### Description of the task
What is the number of lines in the entries that contain "roads"? Reply with that number only.

************

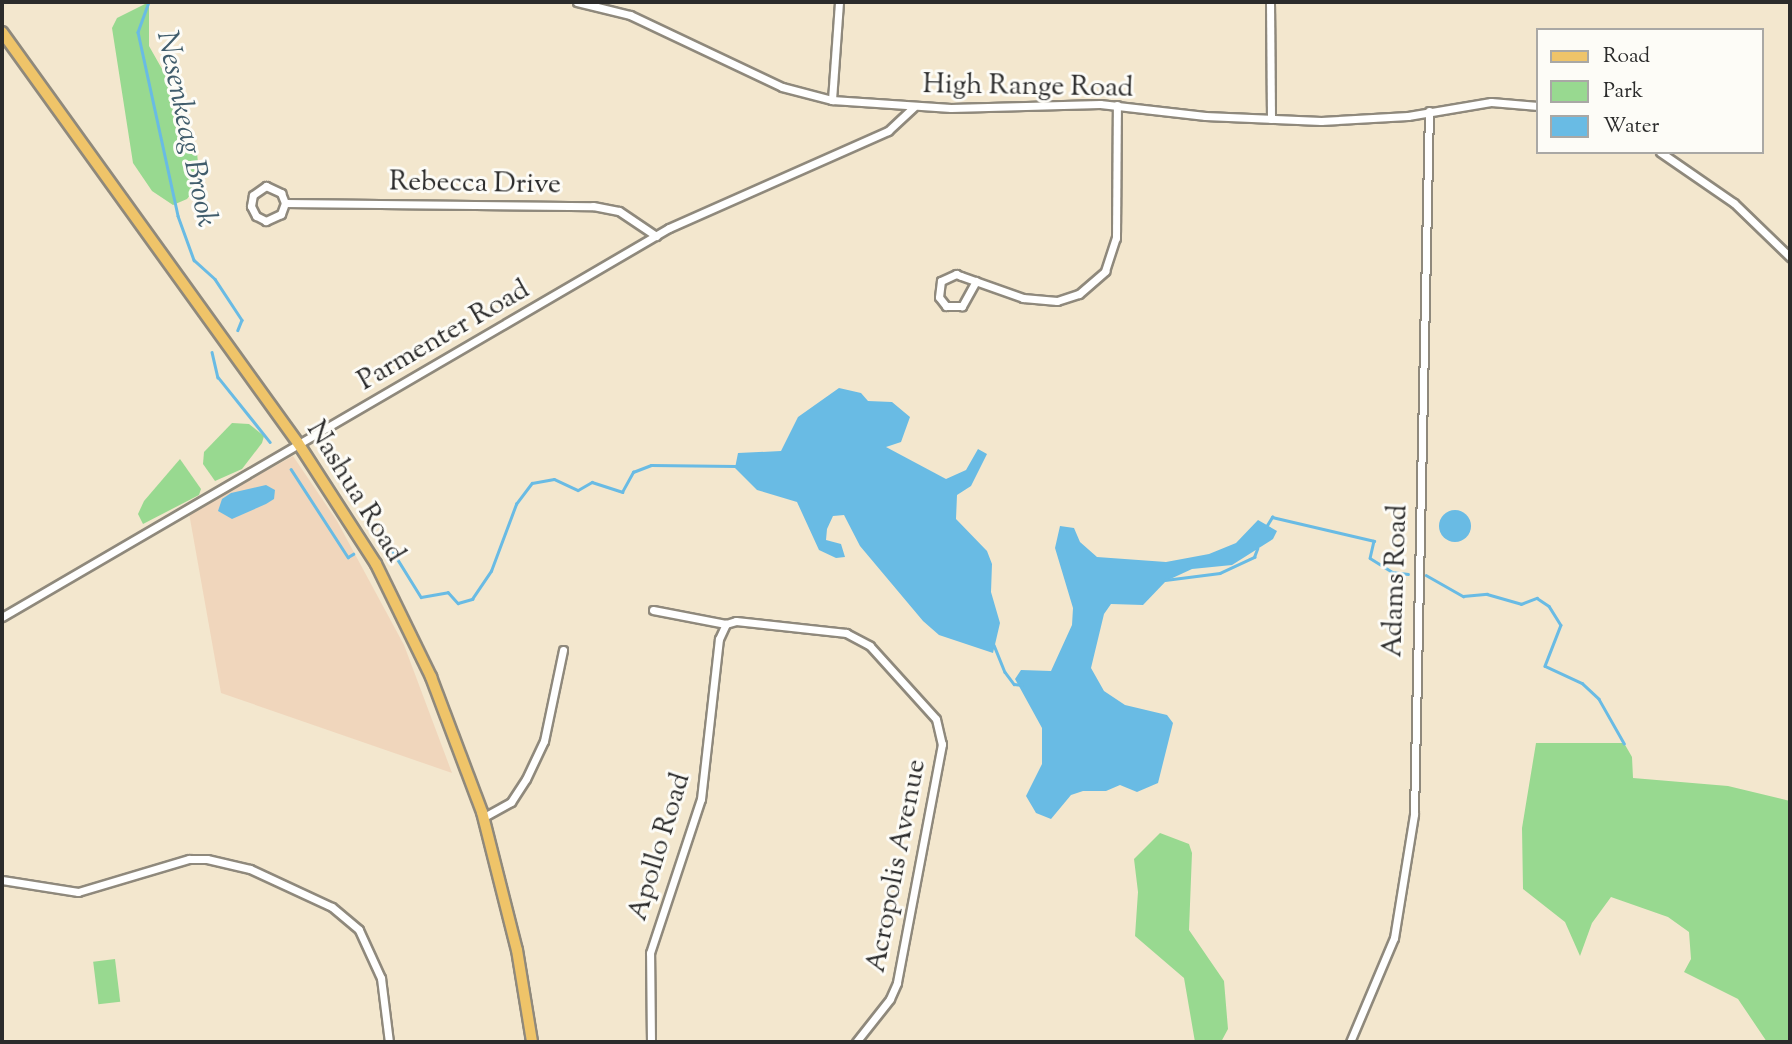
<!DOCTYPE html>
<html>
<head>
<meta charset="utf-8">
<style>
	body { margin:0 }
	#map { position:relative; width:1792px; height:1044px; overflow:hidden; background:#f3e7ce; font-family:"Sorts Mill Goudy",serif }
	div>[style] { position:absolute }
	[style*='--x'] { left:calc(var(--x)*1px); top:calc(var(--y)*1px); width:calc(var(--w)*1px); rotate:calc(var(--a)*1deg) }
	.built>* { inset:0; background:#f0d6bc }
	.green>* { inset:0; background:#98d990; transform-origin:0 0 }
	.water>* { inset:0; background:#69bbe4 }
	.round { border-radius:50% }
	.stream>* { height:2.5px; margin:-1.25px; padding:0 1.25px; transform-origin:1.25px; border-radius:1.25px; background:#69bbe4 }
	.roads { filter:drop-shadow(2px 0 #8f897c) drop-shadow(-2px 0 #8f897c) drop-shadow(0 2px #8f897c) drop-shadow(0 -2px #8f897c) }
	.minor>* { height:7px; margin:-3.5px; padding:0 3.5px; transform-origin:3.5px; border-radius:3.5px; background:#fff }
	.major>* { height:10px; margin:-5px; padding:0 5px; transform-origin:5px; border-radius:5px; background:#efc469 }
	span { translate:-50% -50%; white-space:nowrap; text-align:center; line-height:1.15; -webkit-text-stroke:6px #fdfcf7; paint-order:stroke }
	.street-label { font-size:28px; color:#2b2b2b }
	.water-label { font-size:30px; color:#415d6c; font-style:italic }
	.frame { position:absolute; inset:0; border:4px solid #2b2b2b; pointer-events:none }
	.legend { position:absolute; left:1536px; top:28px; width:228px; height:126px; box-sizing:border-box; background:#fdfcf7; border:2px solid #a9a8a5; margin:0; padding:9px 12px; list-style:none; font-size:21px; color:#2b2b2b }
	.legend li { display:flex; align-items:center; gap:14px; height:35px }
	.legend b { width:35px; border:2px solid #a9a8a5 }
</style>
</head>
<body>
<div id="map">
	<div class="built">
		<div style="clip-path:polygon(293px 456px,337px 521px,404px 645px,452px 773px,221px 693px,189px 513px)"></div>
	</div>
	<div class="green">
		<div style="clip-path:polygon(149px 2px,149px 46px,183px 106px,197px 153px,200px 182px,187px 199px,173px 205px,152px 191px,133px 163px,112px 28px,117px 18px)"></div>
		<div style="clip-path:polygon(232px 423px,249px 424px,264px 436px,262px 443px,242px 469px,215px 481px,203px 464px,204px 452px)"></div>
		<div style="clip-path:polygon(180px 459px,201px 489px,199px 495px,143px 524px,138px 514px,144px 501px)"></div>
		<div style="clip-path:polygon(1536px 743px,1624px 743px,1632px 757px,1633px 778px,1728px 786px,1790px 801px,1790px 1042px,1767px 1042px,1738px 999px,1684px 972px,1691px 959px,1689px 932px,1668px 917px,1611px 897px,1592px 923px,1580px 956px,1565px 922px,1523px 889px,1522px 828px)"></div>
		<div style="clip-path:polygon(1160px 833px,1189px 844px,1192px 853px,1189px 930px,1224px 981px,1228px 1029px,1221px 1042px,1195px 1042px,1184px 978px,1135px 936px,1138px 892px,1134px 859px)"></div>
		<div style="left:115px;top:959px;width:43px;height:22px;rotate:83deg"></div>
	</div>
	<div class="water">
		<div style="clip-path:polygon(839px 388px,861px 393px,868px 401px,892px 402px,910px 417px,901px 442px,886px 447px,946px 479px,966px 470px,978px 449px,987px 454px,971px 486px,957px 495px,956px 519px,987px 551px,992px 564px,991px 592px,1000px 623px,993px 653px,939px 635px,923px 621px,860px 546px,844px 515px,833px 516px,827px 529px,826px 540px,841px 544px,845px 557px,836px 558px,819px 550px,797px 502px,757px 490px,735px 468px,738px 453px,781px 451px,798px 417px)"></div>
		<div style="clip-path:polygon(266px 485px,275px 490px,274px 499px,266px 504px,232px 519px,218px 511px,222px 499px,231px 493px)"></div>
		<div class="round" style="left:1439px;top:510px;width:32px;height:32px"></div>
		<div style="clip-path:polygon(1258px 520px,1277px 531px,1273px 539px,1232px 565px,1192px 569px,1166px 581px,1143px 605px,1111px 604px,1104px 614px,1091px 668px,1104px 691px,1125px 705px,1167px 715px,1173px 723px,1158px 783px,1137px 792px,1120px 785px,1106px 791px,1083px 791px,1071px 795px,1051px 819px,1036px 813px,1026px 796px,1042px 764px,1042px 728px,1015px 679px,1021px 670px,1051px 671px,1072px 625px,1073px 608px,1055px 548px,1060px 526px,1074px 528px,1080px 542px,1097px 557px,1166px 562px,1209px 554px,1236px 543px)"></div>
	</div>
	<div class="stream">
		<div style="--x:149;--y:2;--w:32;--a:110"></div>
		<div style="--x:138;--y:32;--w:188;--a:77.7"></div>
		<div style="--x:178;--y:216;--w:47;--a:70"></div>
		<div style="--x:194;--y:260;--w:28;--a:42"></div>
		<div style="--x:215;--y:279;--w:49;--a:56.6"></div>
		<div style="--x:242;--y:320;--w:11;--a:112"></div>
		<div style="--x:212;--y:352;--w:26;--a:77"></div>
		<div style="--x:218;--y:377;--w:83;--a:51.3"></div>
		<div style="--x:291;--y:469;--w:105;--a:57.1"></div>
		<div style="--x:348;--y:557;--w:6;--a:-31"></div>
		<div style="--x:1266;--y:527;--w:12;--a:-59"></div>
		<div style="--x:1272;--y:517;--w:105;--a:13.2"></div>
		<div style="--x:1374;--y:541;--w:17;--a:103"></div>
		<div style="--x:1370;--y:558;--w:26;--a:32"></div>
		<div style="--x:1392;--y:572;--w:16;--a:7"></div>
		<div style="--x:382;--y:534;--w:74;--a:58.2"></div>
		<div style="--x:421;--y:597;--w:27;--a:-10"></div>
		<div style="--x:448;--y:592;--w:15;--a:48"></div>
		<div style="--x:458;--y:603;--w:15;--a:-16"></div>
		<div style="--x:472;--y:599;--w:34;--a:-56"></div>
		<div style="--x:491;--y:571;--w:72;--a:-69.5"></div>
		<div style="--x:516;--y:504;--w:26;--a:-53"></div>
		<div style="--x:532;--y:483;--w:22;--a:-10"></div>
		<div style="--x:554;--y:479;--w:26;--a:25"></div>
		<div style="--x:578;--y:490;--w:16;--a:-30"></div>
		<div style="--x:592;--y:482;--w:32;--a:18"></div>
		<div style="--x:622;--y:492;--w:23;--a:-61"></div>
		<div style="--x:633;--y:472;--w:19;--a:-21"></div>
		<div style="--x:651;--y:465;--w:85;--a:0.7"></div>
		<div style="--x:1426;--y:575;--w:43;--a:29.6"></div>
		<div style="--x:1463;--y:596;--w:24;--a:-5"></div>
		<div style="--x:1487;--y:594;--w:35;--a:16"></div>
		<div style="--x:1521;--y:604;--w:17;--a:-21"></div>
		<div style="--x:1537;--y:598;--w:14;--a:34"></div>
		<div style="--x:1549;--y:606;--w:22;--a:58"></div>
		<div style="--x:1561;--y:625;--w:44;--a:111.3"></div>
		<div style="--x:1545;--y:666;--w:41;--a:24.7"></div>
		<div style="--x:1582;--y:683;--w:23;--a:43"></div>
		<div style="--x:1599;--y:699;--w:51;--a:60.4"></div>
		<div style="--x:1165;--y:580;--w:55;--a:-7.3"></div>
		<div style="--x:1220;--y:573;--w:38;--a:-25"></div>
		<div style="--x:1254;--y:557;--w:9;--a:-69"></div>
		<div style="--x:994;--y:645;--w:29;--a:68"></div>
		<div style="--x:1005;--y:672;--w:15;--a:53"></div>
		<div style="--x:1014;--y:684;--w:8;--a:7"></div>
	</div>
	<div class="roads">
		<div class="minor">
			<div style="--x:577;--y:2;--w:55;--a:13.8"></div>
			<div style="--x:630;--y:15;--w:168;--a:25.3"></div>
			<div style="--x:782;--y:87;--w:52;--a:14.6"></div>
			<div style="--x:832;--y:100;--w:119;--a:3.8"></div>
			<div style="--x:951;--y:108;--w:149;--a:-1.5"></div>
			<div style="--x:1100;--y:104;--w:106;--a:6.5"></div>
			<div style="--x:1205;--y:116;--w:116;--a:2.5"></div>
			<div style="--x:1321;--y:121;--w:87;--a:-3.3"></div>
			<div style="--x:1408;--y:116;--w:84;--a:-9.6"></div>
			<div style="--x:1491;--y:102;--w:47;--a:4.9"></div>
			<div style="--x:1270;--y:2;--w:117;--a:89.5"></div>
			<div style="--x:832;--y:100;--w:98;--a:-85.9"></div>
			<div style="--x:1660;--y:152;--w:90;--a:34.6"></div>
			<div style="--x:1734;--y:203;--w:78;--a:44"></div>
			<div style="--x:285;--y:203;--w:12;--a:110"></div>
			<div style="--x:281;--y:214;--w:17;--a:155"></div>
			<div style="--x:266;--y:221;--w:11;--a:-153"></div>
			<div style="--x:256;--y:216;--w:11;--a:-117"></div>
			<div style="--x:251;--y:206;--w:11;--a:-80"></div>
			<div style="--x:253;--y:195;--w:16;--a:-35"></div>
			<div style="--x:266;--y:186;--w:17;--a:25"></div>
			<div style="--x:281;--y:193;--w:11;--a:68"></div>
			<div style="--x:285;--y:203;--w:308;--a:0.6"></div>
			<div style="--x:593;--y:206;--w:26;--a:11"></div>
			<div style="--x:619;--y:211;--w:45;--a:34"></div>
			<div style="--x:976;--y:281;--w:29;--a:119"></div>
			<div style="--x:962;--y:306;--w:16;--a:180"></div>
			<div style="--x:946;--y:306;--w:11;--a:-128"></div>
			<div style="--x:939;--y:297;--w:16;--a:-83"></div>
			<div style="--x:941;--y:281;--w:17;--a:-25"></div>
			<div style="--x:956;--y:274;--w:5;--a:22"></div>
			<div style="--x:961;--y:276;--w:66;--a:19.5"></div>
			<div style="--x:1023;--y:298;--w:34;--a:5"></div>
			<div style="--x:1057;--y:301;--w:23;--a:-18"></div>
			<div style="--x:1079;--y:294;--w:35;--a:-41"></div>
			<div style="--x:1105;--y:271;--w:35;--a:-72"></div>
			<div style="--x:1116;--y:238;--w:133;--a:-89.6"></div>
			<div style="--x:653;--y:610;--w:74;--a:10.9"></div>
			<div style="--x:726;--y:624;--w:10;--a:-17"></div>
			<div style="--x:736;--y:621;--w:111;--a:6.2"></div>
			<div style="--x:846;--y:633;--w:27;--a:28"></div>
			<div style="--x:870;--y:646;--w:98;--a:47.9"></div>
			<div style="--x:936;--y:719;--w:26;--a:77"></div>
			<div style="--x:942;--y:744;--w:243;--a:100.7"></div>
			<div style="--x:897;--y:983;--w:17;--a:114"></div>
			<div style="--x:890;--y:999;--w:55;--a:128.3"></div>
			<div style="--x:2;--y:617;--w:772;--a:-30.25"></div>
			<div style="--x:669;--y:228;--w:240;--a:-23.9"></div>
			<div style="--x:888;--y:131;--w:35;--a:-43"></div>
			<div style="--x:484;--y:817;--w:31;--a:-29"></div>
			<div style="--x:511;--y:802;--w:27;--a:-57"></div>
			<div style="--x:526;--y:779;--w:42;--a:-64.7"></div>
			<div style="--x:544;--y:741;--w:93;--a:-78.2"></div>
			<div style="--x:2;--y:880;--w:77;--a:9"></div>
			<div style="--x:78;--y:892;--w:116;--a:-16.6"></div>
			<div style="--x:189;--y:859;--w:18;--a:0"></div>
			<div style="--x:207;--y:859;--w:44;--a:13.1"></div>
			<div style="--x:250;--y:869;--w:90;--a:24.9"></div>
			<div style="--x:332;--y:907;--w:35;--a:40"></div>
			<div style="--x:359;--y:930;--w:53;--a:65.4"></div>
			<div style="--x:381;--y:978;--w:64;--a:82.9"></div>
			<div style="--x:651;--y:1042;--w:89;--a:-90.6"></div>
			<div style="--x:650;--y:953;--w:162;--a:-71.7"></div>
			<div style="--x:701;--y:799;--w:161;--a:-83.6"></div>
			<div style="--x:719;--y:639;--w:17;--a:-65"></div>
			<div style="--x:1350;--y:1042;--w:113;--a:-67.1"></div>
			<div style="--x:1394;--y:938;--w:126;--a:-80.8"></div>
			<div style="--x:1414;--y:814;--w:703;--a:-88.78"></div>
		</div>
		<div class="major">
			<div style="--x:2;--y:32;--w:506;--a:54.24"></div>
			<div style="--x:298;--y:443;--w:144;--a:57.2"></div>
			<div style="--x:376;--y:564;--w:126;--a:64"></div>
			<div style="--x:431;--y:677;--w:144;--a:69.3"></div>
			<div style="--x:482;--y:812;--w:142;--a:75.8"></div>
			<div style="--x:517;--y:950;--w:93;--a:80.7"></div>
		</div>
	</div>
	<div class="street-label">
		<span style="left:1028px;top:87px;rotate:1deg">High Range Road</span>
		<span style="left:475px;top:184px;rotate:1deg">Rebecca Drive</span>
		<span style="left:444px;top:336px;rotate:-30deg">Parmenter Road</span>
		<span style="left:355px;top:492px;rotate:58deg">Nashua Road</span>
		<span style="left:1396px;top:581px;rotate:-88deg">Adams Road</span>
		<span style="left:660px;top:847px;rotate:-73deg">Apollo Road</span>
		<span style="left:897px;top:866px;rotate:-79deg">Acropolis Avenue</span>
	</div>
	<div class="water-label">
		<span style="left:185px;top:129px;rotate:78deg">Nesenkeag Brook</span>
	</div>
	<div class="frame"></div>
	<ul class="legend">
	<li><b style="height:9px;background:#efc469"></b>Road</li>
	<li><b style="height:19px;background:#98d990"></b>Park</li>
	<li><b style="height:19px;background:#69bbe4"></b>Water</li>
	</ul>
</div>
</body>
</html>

************

### Finished exercise
2